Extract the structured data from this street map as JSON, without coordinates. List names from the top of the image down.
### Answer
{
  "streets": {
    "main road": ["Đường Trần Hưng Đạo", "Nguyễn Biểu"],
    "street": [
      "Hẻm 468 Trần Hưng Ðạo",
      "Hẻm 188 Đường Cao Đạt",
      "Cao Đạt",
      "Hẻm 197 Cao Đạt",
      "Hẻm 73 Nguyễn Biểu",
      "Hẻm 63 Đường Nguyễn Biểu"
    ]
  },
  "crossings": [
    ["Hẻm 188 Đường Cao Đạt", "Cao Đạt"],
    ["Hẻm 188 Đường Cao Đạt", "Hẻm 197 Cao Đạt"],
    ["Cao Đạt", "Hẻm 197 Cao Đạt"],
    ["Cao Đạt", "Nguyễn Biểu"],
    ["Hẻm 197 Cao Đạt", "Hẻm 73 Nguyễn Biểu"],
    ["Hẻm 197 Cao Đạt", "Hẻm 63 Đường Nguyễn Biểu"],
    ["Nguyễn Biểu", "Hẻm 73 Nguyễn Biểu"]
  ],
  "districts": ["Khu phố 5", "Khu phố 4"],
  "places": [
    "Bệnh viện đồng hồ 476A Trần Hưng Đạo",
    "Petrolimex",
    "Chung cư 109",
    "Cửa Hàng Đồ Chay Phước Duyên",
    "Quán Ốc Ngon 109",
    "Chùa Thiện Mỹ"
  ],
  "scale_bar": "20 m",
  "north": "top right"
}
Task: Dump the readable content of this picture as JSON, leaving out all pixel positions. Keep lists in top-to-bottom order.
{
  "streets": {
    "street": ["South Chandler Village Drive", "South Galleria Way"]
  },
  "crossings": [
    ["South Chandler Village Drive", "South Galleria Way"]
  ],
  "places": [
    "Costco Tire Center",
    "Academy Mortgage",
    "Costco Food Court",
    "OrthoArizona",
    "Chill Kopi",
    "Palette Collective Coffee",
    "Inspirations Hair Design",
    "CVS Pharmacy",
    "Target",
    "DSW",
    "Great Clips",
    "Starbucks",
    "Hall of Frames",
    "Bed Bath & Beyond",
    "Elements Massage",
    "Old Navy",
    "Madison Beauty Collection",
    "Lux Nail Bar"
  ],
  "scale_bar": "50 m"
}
------------------------
## Exercise details
All entries above need to be copied verbatim.

## Your response
Extract the structured data from this street map as JSON, without coordinates. List names from the top of the image down.
### Answer
{
  "streets": {
    "main road": ["Đường Trần Hưng Đạo", "Nguyễn Biểu"],
    "street": [
      "Hẻm 468 Trần Hưng Ðạo",
      "Hẻm 188 Đường Cao Đạt",
      "Cao Đạt",
      "Hẻm 197 Cao Đạt",
      "Hẻm 73 Nguyễn Biểu",
      "Hẻm 63 Đường Nguyễn Biểu"
    ]
  },
  "crossings": [
    ["Hẻm 188 Đường Cao Đạt", "Cao Đạt"],
    ["Hẻm 188 Đường Cao Đạt", "Hẻm 197 Cao Đạt"],
    ["Cao Đạt", "Hẻm 197 Cao Đạt"],
    ["Cao Đạt", "Nguyễn Biểu"],
    ["Hẻm 197 Cao Đạt", "Hẻm 73 Nguyễn Biểu"],
    ["Hẻm 197 Cao Đạt", "Hẻm 63 Đường Nguyễn Biểu"],
    ["Nguyễn Biểu", "Hẻm 73 Nguyễn Biểu"]
  ],
  "districts": ["Khu phố 5", "Khu phố 4"],
  "places": [
    "Bệnh viện đồng hồ 476A Trần Hưng Đạo",
    "Petrolimex",
    "Chung cư 109",
    "Cửa Hàng Đồ Chay Phước Duyên",
    "Quán Ốc Ngon 109",
    "Chùa Thiện Mỹ"
  ],
  "scale_bar": "20 m",
  "north": "top right"
}
Task: Dump the readable content of this picture as JSON, leaving out all pixel positions. Keep lists in top-to-bottom order.
{
  "streets": {
    "street": ["South Chandler Village Drive", "South Galleria Way"]
  },
  "crossings": [
    ["South Chandler Village Drive", "South Galleria Way"]
  ],
  "places": [
    "Costco Tire Center",
    "Academy Mortgage",
    "Costco Food Court",
    "OrthoArizona",
    "Chill Kopi",
    "Palette Collective Coffee",
    "Inspirations Hair Design",
    "CVS Pharmacy",
    "Target",
    "DSW",
    "Great Clips",
    "Starbucks",
    "Hall of Frames",
    "Bed Bath & Beyond",
    "Elements Massage",
    "Old Navy",
    "Madison Beauty Collection",
    "Lux Nail Bar"
  ],
  "scale_bar": "50 m"
}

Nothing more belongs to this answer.